I tried to get some of the other guys standing around to try one, but none of them wanted to, finally some one else did and said ‘eww, tastes like wood’. Yup, that was it, it tasted like particle board. That smell when you first open up and start putting together one of those Office Depot type desks that weigh about 900 pounds, it tasted exactly like that, 'cept more.
Belgh.
There were a bunch of crackers down there. Some that could have slid down there any time in the last 5 years or so, then some that had the old style label on them. I told my employee that cleaned them all out to toss them back in and drop a few more back each time the label changes. He’s too much of a perfectionist to let that happen.
I regularly use food coloring and spices that are a mix from probably the late 70’s to the present day. One of them has a price tag from a store that went out of business in the early 1990s.
About a month ago my father found in the garage a packet of Curry Marche (Japanese “European” style curry sauce in a sealed metallic bag) that had been scurried away and then forgotten about. The expiration date was from back in Dec 2012 (yeah, nowhere near as old as what others here have ingested).
I boiled the bag and poured the sauce out into a bowl to check it out. Curry Marche comes with mushrooms and thin strips of beef. The mushrooms were still intact, but the beef had all dissolved. The sauce tasted fine (a tiny bit more acidic?), so I added rice and finished off the entire thing. Yum!
I’ve got a couple bags of MRE’s in my Jeep, for, “Just In Case”. I figure there 30 years old at least. It being a Jeep, I fully anticipate being forced to eat these some day.
Holy Shit, Dude! You got a “new” piece. I’m pretty sure most of that stuff is from the Prohibition Era.
Nope. Dad just sort of pieced his own thing together. Other than the boxes, they didn’t store food. Well, Mom did some canning for a couple of years. The jars sat on shelves in the garage for a good bit of time, but I don’t think they packed them and moved them, like they did with the boxes.
I’m pretty sure I’ve told this here before, but I can’t find it now so:
You see kids, back in the 70’s, there was this huge scare on that overpopulation was going to destroy our means of survival and we were all going to starve to death. People were desperate to find new sources of food to sustain us through the food-pocalypse.

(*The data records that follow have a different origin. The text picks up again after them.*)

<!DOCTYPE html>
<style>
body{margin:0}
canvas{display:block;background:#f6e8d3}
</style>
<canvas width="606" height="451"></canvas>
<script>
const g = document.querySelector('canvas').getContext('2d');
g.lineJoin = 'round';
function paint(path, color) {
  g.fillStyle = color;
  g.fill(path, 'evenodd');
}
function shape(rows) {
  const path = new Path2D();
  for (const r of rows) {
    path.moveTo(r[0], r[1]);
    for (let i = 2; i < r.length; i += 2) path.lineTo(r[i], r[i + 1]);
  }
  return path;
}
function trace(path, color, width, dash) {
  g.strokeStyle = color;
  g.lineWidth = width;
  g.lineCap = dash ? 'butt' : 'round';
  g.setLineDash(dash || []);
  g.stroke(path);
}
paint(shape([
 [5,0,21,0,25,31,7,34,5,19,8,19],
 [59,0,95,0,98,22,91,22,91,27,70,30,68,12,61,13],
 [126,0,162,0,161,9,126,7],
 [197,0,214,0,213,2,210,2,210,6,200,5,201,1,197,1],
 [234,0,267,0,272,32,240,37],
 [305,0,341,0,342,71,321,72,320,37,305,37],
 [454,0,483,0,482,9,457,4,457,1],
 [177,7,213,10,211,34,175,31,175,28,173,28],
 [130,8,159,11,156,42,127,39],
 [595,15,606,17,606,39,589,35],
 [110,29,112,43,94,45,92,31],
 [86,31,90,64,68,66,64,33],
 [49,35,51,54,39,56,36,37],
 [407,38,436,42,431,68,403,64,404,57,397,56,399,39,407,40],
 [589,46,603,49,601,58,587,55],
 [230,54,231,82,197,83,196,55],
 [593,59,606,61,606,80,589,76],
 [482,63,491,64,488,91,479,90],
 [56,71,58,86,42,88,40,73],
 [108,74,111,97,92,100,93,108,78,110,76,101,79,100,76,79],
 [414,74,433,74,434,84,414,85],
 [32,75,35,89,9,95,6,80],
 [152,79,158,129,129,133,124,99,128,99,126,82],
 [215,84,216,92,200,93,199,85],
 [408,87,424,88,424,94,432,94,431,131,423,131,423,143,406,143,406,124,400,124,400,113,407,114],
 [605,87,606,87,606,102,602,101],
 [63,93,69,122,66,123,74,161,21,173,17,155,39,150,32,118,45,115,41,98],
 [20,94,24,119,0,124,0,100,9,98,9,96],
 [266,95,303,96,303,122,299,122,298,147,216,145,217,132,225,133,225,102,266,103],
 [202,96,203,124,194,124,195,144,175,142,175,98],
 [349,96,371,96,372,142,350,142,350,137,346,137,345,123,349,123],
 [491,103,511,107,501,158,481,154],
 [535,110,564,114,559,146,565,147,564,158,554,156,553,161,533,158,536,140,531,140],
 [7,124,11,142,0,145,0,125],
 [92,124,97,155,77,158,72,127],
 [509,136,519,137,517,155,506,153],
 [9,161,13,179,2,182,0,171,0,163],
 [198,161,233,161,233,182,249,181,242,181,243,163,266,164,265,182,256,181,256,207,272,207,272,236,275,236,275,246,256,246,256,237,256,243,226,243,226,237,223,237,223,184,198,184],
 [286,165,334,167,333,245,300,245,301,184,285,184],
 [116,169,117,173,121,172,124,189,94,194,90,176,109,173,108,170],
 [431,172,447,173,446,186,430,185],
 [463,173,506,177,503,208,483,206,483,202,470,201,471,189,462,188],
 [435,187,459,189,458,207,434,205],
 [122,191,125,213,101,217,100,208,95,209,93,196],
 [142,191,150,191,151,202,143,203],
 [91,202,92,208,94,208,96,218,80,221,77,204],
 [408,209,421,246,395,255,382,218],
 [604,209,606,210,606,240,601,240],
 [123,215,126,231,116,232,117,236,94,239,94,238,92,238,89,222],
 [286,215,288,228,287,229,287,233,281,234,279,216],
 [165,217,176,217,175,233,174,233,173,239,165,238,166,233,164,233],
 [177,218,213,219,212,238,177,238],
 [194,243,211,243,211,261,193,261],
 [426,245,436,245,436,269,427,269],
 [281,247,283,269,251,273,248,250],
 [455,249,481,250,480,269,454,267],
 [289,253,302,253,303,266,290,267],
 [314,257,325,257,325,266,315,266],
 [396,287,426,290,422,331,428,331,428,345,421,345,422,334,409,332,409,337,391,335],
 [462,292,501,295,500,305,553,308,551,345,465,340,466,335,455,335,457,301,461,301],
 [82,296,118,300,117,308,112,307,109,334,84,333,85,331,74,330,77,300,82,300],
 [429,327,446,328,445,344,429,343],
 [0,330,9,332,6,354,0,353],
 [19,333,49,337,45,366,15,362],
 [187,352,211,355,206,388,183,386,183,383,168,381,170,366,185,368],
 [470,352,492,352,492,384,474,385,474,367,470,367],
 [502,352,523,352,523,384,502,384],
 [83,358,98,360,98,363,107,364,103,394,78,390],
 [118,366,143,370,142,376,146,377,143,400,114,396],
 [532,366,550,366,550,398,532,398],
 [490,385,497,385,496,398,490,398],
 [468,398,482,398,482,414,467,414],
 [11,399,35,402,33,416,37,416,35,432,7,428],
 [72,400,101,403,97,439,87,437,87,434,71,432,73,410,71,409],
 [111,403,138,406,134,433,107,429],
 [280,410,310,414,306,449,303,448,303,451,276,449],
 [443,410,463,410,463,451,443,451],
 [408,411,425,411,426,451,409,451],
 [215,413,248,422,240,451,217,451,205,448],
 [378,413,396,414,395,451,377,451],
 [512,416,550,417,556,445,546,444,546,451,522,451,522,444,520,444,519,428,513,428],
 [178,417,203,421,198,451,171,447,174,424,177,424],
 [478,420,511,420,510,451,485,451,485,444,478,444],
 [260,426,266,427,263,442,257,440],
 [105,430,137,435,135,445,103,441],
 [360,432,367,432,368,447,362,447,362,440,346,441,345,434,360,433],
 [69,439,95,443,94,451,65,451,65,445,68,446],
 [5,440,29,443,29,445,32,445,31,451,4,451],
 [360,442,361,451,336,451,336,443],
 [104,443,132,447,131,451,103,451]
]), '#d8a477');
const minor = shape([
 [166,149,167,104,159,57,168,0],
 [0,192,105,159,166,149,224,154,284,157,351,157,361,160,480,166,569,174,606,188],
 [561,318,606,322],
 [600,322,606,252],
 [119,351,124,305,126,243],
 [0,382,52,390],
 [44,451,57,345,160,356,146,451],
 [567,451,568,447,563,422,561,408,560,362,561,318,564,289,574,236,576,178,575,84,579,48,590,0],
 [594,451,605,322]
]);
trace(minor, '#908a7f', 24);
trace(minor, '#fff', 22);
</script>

The Smithsonian used to do this annual “Alternative Proteins” festival. You’d go in and buy toffee crickets on a stick, chocolate covered ants, crunchy meal-worm teriyaki snacks, that sort of thing. It was the first place I’d ever heard of spirulina, and of course, there were tons of soylent jokes bandied around with t-shirts you could buy and such. (Fun fact, I’m swigging “Coffiest” as I type this. LOL!)
One year, there were these guys selling bites of wooly mammoth for $50 each. It had been found frozen in a glacier. So my Dad and I each had a bite, just to say we’d done it. It tasted like the smell of a musty old freezer my Grandmother kept in her basement. Except more so . . . like the way vegemite tastes like Guinness.
Nasty stuff. My tongue still tries to curl up in my mouth and searches for a place to hide whenever I think of it.
We had stew one night, and a few days later I ate the leftovers for lunch.
That evening my gf was looking around in the refrigerator and freaked out.
“You didn’t give the red Tupperware container to the dogs, did you?!”
“No, I ate it for lunch”.
Turns out there were no leftovers from our recent stew. But there was a container of leftover stew from a looooong time prior. It had passed from “lunch leftovers” to “dog leftovers” to “throw away before fridge stinks” to “whatever comes next”.